Computer Vision Modelling — “Gaia”
On the UCL East campus hangs Gaia, a large-scale globe approximately 7.6 metres in diameter suspended in the foyer. Due to air drafts from the main doors, the globe continuously swings and rotates. The goal of this project was to model its dynamics using only a single Pi camera and computer vision methods — without direct sensors or mechanical measurements.

Task 1 — Object Segmentation
The first challenge was to segment the globe (the “AO”, or Earth-like object) from the background across varying lighting conditions. Several approaches were tested, including HSV colour thresholding, Hough Circle Transform, and a combined contour-based method.
The final hybrid technique used HSV thresholding to isolate colour regions, followed by contour extraction and circle fitting, which proved both accurate and efficient under changing light and reflections.

Task 2 — Centre Tracking and Swing Dynamics
Next, the focus shifted to tracking the globe’s centre to measure its swing pattern. Multiple geometric methods were compared, including bounding boxes, contour means, and minimum enclosing circles, with the latter providing the most consistent results.
Tracking over time revealed that the globe’s motion followed a rotating elliptical path, rather than a simple one-dimensional swing — a behaviour confirmed through feature-based analysis using SIFT.

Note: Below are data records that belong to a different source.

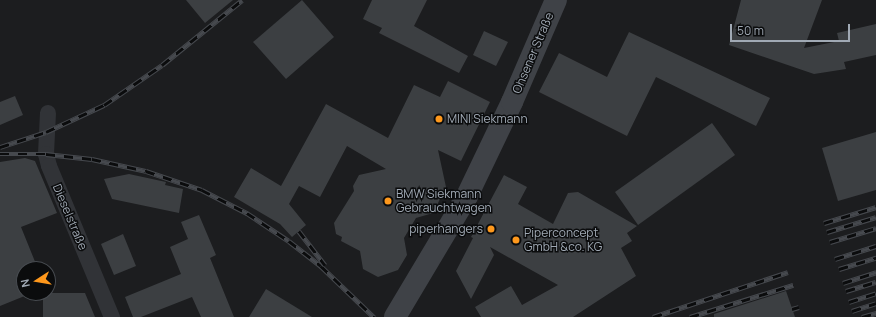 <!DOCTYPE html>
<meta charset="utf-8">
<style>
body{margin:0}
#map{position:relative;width:876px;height:317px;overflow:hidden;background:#101012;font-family:Manrope,sans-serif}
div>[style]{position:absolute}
.built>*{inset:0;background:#1c1d1f}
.building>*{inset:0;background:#3c3f42}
.street>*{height:16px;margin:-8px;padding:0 8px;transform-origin:8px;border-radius:8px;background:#313337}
.secondary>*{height:22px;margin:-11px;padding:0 11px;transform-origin:11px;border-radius:11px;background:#3f4247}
.rail>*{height:4.5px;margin-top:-2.25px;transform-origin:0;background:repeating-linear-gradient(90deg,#0b0c0d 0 9px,#46494e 0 18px);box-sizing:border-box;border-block:1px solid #46494e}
.dots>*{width:11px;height:11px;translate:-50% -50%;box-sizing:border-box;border:2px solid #0b0c0d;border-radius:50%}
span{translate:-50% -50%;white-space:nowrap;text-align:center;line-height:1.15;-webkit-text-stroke:3px #0b0c0d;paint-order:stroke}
.street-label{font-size:12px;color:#a0a9b4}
.poi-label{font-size:12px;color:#a0a9b4}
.left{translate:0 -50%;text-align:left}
.right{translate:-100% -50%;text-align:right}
.north{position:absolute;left:16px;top:261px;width:40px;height:40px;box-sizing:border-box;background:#0b0c0d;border:1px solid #474b50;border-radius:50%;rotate:258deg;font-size:11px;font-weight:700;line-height:16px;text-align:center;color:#a0a9b4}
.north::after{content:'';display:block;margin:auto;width:14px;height:18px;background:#fe981c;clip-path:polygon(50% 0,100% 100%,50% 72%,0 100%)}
.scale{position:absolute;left:730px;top:24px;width:120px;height:18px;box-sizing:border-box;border:2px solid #a0a9b4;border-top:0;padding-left:5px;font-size:12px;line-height:14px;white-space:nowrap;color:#a0a9b4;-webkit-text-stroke:3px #0b0c0d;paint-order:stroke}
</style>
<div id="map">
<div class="built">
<i style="clip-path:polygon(evenodd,0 0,876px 0,876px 317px,0 317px,0 0,24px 269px,48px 269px,48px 293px,24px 293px,24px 269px)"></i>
</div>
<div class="building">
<i style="clip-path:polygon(186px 0,233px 0,205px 23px)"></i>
<i style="clip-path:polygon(302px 0,334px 37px,286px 79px,253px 42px)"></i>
<i style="clip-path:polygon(372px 0,427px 0,414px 26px,468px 56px,459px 73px,379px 33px,382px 28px,363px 19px)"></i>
<i style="clip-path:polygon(741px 0,822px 0,804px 48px,839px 41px,837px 33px,876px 24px,876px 55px,844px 62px,846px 69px,814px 74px,729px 45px)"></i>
<i style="clip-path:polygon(484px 31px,508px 42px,496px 66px,473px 55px)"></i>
<i style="clip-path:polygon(629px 32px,770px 98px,756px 126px,656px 77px,627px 136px,539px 92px,559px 53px,607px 77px)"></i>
<i style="clip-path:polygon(448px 81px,490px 102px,461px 161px,438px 150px,446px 187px,433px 213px,416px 218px,404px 238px,407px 255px,398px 270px,378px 277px,363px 269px,360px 251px,341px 241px,342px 237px,336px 234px,334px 223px,354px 191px,353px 186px,359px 175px,386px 169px,347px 146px,320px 197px,299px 186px,289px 204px,306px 225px,292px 237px,280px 224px,234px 197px,251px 168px,281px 186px,326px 104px,388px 138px,414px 85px,440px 97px)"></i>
<i style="clip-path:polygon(15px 96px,23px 115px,0 125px,0 102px)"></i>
<i style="clip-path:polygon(712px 123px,735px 155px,638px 225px,615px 192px)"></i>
<i style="clip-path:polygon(876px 132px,876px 190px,838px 201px,822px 148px)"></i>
<i style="clip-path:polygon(25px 158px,35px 161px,57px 213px,21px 227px,38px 269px,24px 269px,24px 293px,32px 293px,0 306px,0 162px)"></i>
<i style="clip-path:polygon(129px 174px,166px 182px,165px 185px,183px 189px,179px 213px,112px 199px,104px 179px)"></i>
<i style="clip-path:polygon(504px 175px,527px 187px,518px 204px,553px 224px,568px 193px,578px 192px,637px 226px,627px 233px,632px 241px,621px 248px,636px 276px,573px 317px,481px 317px,475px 307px,511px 286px,522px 305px,558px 285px,490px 247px,494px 255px,471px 299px,456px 271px,473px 238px,471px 237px)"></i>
<i style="clip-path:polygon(199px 215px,216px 255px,210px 258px,234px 317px,201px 317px,192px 297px,141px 317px,133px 317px,125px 297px,181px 274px,170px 247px,188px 239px,181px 222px)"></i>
<i style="clip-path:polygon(123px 234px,136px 266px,114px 275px,101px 244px)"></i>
<i style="clip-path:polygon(266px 289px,312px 317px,249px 317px)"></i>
<i style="clip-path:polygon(786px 291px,795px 317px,714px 317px,714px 314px)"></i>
<i style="clip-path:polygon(43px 293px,85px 293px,95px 317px,43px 317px)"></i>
</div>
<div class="street">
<i style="left:48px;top:113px;width:41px;rotate:92.8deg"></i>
<i style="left:46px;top:154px;width:12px;rotate:76deg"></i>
<i style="left:49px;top:166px;width:164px;rotate:67.4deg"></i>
</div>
<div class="secondary">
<i style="left:395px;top:317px;width:141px;rotate:-59.2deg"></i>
<i style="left:467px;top:196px;width:104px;rotate:-64.4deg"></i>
<i style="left:512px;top:102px;width:111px;rotate:-66.7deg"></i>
</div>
<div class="rail">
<i style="left:0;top:147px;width:48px;rotate:-18.1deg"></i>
<i style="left:46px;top:132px;width:64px;rotate:-25deg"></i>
<i style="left:104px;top:105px;width:70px;rotate:-34.6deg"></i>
<i style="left:162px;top:65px;width:103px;rotate:-39.1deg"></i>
<i style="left:0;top:154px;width:46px"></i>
<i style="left:46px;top:154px;width:46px;rotate:6.2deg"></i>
<i style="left:92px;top:159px;width:55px;rotate:12.5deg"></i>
<i style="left:146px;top:171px;width:59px;rotate:18.7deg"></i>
<i style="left:202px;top:190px;width:51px;rotate:27.1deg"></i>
<i style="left:247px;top:213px;width:50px;rotate:33.7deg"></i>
<i style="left:289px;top:241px;width:41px;rotate:38deg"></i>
<i style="left:321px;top:266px;width:74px;rotate:43.9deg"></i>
<i style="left:824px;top:223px;width:54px;rotate:-17.1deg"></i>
<i style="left:299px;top:231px;width:43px;rotate:52.6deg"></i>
<i style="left:827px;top:232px;width:51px;rotate:-17deg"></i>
<i style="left:830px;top:242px;width:48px;rotate:-16.9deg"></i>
<i style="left:835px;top:259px;width:43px;rotate:-17.6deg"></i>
<i style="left:839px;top:269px;width:39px;rotate:-17deg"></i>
<i style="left:843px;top:283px;width:35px;rotate:-18deg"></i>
<i style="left:846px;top:291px;width:31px;rotate:-17deg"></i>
<i style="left:849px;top:302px;width:28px;rotate:-18deg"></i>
<i style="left:792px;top:309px;width:7px;rotate:-16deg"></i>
<i style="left:852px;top:311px;width:25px;rotate:-18deg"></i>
<i style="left:653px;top:317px;width:142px;rotate:-18.4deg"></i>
<i style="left:690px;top:317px;width:108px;rotate:-17.3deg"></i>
<i style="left:862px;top:317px;width:15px;rotate:-16deg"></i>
</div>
<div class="dots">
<i style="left:439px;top:119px;background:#fe981c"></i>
<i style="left:388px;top:201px;background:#fe981c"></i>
<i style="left:491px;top:229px;background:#fe981c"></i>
<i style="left:516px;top:240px;background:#fe981c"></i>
</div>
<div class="street-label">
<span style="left:533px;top:53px;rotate:-67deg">Ohsener Straße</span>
<span style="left:70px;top:217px;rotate:67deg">Dieselstraße</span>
</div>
<div class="poi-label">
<span class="left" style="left:447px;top:119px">MINI Siekmann</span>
<span class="left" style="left:396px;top:201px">BMW Siekmann<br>Gebrauchtwagen</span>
<span class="right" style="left:483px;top:229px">piperhangers</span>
<span class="left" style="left:524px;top:240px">Piperconcept<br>GmbH &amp;co. KG</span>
</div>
<div class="north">N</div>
<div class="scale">50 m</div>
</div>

Task 3 — Rotation Estimation
To measure the rotation period, two approaches were tested:
- A side-view method that compared frame similarity using feature matching.
- A ground-view method that computed angular displacement between frames.
Both techniques produced accurate and comparable results, confirming that the globe’s rotation is not constant, but varies due to torque effects in its suspension cable.
Real-time estimation was attempted, though limited by the computational cost of SIFT.
Task 4 — Surface Velocity and Scale Calibration
The final task aimed to estimate surface velocity using visual tracking and scale calibration.
By combining depth data from a RealSense D455 and geometric projection, the true globe diameter was established at 7.603 m.
Feature tracking between consecutive frames produced velocity estimates, revealing that swing-induced motion dominated surface readings, highlighting the challenge of isolating rotational effects in dynamic conditions.
💡 Key Takeaways
- Applied colour segmentation, feature matching, and stereo geometry to model physical motion from video alone.
- Demonstrated how computer vision can extract dynamic behaviour without direct sensors.
- Identified key limitations in real-time computation using SIFT and proposed ORB as a faster alternative.
- Gained practical insight into motion tracking, camera calibration, and error analysis for vision-based modelling.